Description of the task: Instruction for the entries that follow: retype exactly the lines from the line with "margin:0; padding:0; list-style:none" to the line with "font-size:13px; font-weight:400; color:var(--muted)", both included, and omit all others.

(Collection entries)

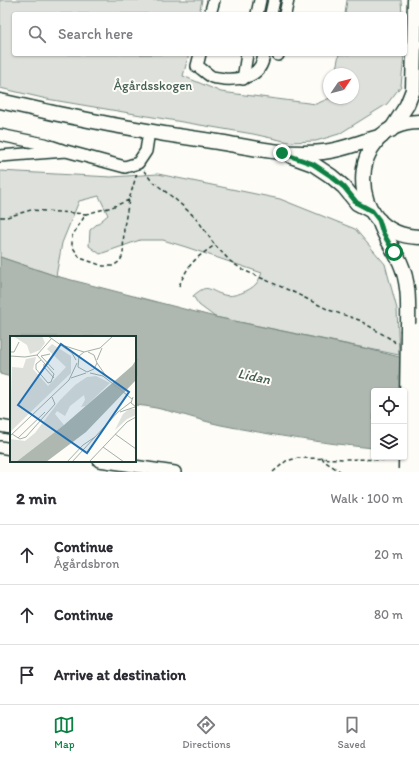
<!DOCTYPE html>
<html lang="en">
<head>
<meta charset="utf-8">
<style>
	:root { --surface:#fff; --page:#f2f2f3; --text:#2b2b33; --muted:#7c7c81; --line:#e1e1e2; --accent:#0b8043 }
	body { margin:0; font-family:Itim,sans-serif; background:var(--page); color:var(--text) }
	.controls { position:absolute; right:12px; bottom:12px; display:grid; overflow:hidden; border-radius:4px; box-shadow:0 1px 3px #0004 }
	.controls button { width:36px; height:36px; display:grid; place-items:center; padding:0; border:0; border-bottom:1px solid var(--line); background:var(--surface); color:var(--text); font:20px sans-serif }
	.compass { position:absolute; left:323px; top:68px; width:36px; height:36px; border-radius:50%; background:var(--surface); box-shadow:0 1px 3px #0004; rotate:55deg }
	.stop { position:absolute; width:12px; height:12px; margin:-9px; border:3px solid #0b8043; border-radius:50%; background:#fff }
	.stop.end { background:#0b8043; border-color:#fff; box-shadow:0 1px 4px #0008 }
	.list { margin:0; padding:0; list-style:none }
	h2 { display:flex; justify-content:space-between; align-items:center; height:52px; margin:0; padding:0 16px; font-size:17px }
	h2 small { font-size:13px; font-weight:400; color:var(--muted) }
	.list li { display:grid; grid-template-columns:26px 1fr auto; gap:12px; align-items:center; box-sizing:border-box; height:60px; padding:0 16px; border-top:1px solid var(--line) }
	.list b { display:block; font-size:15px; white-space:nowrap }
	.list p { margin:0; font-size:13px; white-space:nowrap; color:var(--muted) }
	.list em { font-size:13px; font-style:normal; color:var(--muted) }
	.icon { flex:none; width:22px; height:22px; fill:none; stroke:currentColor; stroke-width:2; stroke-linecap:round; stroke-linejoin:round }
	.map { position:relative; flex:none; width:419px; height:472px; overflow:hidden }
	.search { position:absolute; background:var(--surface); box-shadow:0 1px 3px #0004; left:12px; right:12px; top:12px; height:44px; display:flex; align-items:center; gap:10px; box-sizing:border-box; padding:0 14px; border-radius:4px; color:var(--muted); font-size:15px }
	.sheet { height:232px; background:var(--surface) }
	nav { display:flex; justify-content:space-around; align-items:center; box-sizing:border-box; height:56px; border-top:1px solid var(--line); background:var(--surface); font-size:11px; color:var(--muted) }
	nav a { display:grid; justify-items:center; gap:2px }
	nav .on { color:var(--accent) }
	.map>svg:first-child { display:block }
	.green { fill:#dde0db; stroke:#7e8e88 }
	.water { fill:#aeb8b1; stroke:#75877f }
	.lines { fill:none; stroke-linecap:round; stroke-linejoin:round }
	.minor-casing { stroke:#1f3d34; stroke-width:14 }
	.major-casing { stroke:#1f3d34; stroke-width:17 }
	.path { stroke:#1f3d34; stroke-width:1.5; stroke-dasharray:4 3; stroke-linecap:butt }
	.minor { stroke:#fdfcf7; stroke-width:11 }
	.major { stroke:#fdfcf7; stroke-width:14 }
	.major-bridge-casing { stroke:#1f3d34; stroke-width:17; stroke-linecap:butt }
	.major-bridge { stroke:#fdfcf7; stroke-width:14 }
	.route { stroke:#0b8043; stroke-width:5 }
	.labels { text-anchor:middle; stroke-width:4; stroke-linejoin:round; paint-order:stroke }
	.park-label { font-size:13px; fill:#455e55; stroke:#fdfcf7 }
	.water-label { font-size:14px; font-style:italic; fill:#435c53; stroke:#fdfcf7 }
	.inset-road { fill:none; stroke:#a4b0a9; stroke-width:1 }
	.view { fill:#1f6fb2; fill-opacity:0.15; stroke:#1f6fb2; stroke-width:2 }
	.inset-edge { fill:none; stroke:#1f3d34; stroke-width:2 }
</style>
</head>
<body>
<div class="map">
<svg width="419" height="472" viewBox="0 0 419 472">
	<rect width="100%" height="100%" fill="#fdfcf7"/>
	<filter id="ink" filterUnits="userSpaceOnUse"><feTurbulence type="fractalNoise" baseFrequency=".025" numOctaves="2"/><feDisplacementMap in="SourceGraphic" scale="8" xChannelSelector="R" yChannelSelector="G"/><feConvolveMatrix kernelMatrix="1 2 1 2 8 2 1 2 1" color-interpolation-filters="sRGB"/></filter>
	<g filter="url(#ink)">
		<g class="green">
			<polygon points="0,0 202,0 199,14 14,14 14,54 189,54 183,76 221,92 316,104 330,98 353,98 353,74 335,74 339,54 404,54 401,86 387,104 339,134 316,141 289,142 253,134 47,99 0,88"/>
			<polygon points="347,0 401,0 402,14 345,14"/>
			<path d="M0,171l111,6 47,-3 122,25 75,30 30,35 12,45 2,46 -184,-38 -16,-12 -6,-9c16,-14 15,-5 31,-1 8,3 26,-4 32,-11 2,-2 4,-7 6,-11l-76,-26 -23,-7h-23l-40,14 -11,-8 1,-16 18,-15 -9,-19 -20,5 -17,42 -6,33 -56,-19z"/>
		</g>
		<path class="water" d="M0,257l56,19 159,41 153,32 51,13 -15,29h-30l-1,57c-51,-5 -102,-13 -152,-23 -28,-6 -57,-18 -86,-20v-68h-124v40l-11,-3z"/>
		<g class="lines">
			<g class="minor-casing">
				<g id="minor">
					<polyline points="210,14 214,0"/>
					<polyline points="257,14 260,0"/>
					<polyline points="271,14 274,0"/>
					<polyline points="285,14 288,0"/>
					<path d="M200,54l-3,12c5,3 10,8 15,11 3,1 8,1 12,2 19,1 38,-3 40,-25"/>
					<polyline points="278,55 278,54"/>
					<polyline points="243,79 247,54"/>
					<polyline points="0,135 44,144 62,150"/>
					<polyline points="0,156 66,151 125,167 138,163 146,151 149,131"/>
					<polyline points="0,426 11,428"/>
					<polyline points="0,447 11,449"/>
					<polyline points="99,461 175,472"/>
				</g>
			</g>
			<g class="major-casing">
				<g id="major">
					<path d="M0,101c72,17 145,31 218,41 35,6 70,14 105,10 21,-2 39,-11 59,-16"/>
					<path d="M419,122c-74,1 -75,113 0,115"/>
					<polyline points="391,130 407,105 413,90 415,0"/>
					<polyline points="291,156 313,164 331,176 344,187 357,203 372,211"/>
					<path d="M379,220c5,16 14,28 21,42 10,22 8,45 8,68"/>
				</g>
			</g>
			<g class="path">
				<polyline points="144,171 151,180 176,200 197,219 214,244"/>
				<polyline points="129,200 112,207 86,214 72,236 72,246 80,258 103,266 113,266 120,261 123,255 124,227 129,200 137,173"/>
				<polyline points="0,217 7,217 31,210 86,214"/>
				<path d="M179,286c10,-23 15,-27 36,-41l15,16 13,9 50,22 36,18 30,10 35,21 1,3"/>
				<polyline points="322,457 324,461 341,472"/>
				<polyline points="273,472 286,461 298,458 394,460"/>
			</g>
			<use href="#minor" class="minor"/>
			<use href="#major" class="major"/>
			<g class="major-bridge-casing">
				<g id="major-bridge">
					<polyline points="415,467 419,330"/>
					<polyline points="406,469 408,330"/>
				</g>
			</g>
			<use href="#major-bridge" class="major-bridge"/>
		</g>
	</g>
	<g class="lines" filter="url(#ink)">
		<polyline class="route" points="282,153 313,164 331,176 344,187 357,203 372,211 379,220 383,233 394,252"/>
	</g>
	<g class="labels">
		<g class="park-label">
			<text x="153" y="90">Ågårdsskogen</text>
		</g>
		<g class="water-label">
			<text transform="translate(254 376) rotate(12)" y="5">Lidan</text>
		</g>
	</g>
	<g transform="translate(10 336)">
		<rect width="126" height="126" fill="#fdfcf7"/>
		<path d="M3,0h29l3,7 -5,7 -10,4 -3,-9zM42,8l19,12v17l-61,59 2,-65 11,1 3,-9 10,-2 -3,12 15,17 18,-19 -19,-18zM86,40l14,7 -24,23 -5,1 4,-7 -1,-5 -14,11 -5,10 -8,-5 -2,3 9,11 -48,37h-6v-23l15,2 10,-8 25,-33 15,-15 12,-8zM119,73h6l1,6 -9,4 -12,11 8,-16z" fill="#dde0db"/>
		<path d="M126,24v20l-50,52 -40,30h-30l48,-37 68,-59z" fill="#aeb8b1"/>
		<path class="inset-road" d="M38,0l24,17 4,7M55,10l19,6M0,16h4l5,-10M78,16l6,3 3,8 -3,6 -7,3 -9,-5 1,-11 5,-4 16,-4 13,-12M40,18l-9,2 13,14M27,19l17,19 -3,8 -3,1 -12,-14v-5l5,-4M0,20l15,1 12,-2 15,-17M87,24l5,-12M87,27l9,13M34,28v3l10,11M80,37l13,3 29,23M61,42l15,-5M123,61l-2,6 5,4M110,76l15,-5M2,98l8,5 6,-2 29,-33 -3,-7M105,98l21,15M0,100l59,-56 8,-17M8,102l27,-26M93,111l21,15M57,126l16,-17 12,-8M62,126l46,-50 13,-10M79,126l38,-40 9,-5"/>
		<path class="view" d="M51,8l68,48 -42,61 -69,-48z"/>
		<rect width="126" height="126" class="inset-edge"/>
	</g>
</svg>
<div class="controls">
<button><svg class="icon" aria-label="locate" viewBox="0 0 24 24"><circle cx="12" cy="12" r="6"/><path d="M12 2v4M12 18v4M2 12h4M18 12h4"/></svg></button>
<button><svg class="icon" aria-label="layers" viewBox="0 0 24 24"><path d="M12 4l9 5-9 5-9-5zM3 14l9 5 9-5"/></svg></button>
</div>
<svg class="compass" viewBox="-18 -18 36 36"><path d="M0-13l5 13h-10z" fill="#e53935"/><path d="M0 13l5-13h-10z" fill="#7c7c81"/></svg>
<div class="stop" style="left:394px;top:252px"></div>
<div class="stop end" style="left:282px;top:153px"></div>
<div class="search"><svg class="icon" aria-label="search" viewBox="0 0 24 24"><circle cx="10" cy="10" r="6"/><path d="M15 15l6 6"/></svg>Search here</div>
</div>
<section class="sheet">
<h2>2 min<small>Walk · 100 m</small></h2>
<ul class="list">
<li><svg class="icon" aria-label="ahead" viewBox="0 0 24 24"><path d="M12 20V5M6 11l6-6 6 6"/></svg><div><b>Continue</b><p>Ågårdsbron</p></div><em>20 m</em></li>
<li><svg class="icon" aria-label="ahead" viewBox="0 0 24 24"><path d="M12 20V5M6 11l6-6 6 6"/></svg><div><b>Continue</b></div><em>80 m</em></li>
<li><svg class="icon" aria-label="arrive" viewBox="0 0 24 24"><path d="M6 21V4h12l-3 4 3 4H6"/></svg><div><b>Arrive at destination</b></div></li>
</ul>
</section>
<nav>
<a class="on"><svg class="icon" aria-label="map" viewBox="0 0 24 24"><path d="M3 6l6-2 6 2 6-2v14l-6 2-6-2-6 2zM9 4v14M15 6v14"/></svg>Map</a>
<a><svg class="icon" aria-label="directions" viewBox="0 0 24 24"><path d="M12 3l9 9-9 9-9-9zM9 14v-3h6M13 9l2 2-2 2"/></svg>Directions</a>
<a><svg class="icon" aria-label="saved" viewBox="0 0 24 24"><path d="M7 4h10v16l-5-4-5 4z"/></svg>Saved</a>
</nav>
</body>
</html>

Exercise solution:
	.list { margin:0; padding:0; list-style:none }
	h2 { display:flex; justify-content:space-between; align-items:center; height:52px; margin:0; padding:0 16px; font-size:17px }
	h2 small { font-size:13px; font-weight:400; color:var(--muted) }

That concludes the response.